■ **WHAT THE TASK REQUIRES**:
Print the records below exactly, omitting all pictures.
---+---
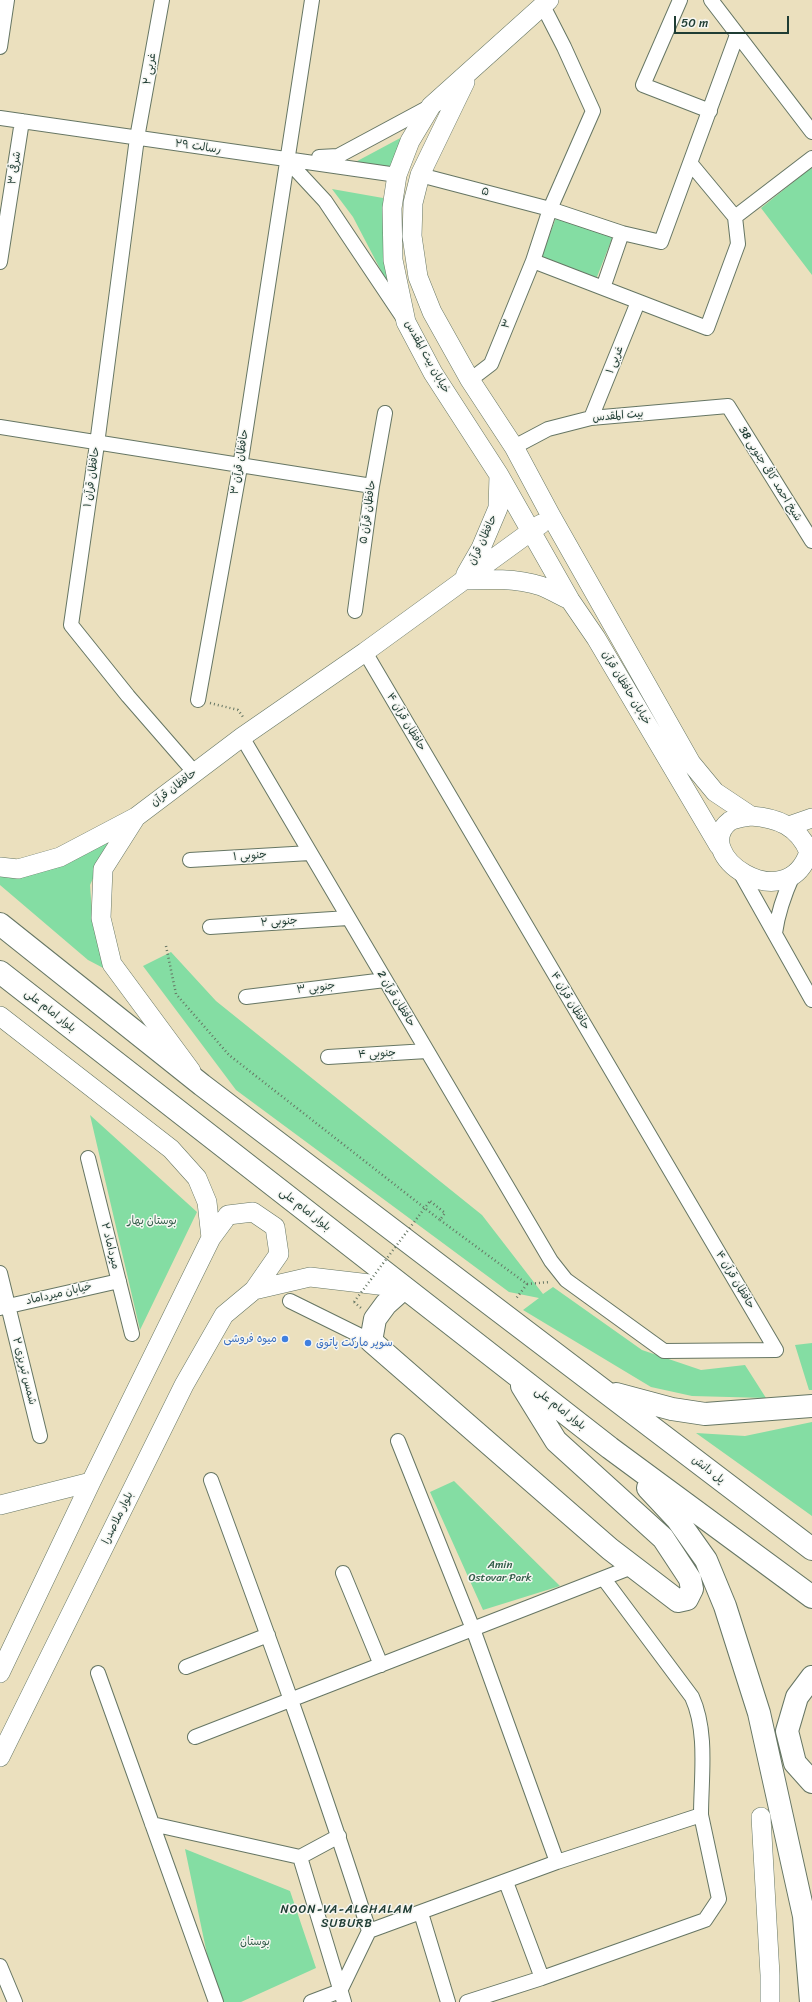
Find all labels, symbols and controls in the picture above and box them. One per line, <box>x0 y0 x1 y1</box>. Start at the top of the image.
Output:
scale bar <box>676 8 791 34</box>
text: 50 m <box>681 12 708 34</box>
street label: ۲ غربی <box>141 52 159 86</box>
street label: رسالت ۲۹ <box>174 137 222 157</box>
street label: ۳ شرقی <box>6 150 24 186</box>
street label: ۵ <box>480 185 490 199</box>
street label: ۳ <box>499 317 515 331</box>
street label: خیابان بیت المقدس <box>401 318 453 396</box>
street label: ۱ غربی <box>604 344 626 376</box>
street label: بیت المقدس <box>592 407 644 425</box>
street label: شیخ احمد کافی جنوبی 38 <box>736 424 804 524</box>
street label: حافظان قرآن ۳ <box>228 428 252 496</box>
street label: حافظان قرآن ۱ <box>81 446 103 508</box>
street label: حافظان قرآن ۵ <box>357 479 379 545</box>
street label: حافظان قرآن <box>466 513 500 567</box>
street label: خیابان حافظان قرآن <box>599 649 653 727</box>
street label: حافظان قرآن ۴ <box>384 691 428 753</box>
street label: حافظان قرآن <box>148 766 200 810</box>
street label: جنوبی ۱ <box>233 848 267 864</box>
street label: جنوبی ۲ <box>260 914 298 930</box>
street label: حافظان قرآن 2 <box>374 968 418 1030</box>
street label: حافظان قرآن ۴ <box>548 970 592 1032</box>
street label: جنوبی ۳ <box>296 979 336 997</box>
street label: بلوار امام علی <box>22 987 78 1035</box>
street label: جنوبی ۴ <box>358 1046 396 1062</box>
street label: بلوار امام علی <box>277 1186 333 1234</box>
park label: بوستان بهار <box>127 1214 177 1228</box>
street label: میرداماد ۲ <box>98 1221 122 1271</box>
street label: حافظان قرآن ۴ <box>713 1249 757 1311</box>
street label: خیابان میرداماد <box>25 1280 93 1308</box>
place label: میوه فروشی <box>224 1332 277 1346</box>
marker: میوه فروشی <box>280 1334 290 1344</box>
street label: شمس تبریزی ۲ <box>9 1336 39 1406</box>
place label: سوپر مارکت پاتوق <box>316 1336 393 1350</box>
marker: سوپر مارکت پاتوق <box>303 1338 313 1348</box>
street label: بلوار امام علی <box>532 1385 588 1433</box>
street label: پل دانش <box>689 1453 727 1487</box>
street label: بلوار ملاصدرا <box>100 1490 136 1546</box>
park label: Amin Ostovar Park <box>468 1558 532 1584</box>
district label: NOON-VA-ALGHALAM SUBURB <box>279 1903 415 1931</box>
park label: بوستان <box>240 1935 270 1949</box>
---+---
■ **FINISHED TASK**:
Find all labels, symbols and controls in the picture above and box them. One per line, <box>x0 y0 x1 y1</box>. Start at the top of the image.
Output:
scale bar <box>676 8 791 34</box>
text: 50 m <box>681 12 708 34</box>
street label: ۲ غربی <box>141 52 159 86</box>
street label: رسالت ۲۹ <box>174 137 222 157</box>
street label: ۳ شرقی <box>6 150 24 186</box>
street label: ۵ <box>480 185 490 199</box>
street label: ۳ <box>499 317 515 331</box>
street label: خیابان بیت المقدس <box>401 318 453 396</box>
street label: ۱ غربی <box>604 344 626 376</box>
street label: بیت المقدس <box>592 407 644 425</box>
street label: شیخ احمد کافی جنوبی 38 <box>736 424 804 524</box>
street label: حافظان قرآن ۳ <box>228 428 252 496</box>
street label: حافظان قرآن ۱ <box>81 446 103 508</box>
street label: حافظان قرآن ۵ <box>357 479 379 545</box>
street label: حافظان قرآن <box>466 513 500 567</box>
street label: خیابان حافظان قرآن <box>599 649 653 727</box>
street label: حافظان قرآن ۴ <box>384 691 428 753</box>
street label: حافظان قرآن <box>148 766 200 810</box>
street label: جنوبی ۱ <box>233 848 267 864</box>
street label: جنوبی ۲ <box>260 914 298 930</box>
street label: حافظان قرآن 2 <box>374 968 418 1030</box>
street label: حافظان قرآن ۴ <box>548 970 592 1032</box>
street label: جنوبی ۳ <box>296 979 336 997</box>
street label: بلوار امام علی <box>22 987 78 1035</box>
street label: جنوبی ۴ <box>358 1046 396 1062</box>
street label: بلوار امام علی <box>277 1186 333 1234</box>
park label: بوستان بهار <box>127 1214 177 1228</box>
street label: میرداماد ۲ <box>98 1221 122 1271</box>
street label: حافظان قرآن ۴ <box>713 1249 757 1311</box>
street label: خیابان میرداماد <box>25 1280 93 1308</box>
place label: میوه فروشی <box>224 1332 277 1346</box>
marker: میوه فروشی <box>280 1334 290 1344</box>
street label: شمس تبریزی ۲ <box>9 1336 39 1406</box>
place label: سوپر مارکت پاتوق <box>316 1336 393 1350</box>
marker: سوپر مارکت پاتوق <box>303 1338 313 1348</box>
street label: بلوار امام علی <box>532 1385 588 1433</box>
street label: پل دانش <box>689 1453 727 1487</box>
street label: بلوار ملاصدرا <box>100 1490 136 1546</box>
park label: Amin Ostovar Park <box>468 1558 532 1584</box>
district label: NOON-VA-ALGHALAM SUBURB <box>279 1903 415 1931</box>
park label: بوستان <box>240 1935 270 1949</box>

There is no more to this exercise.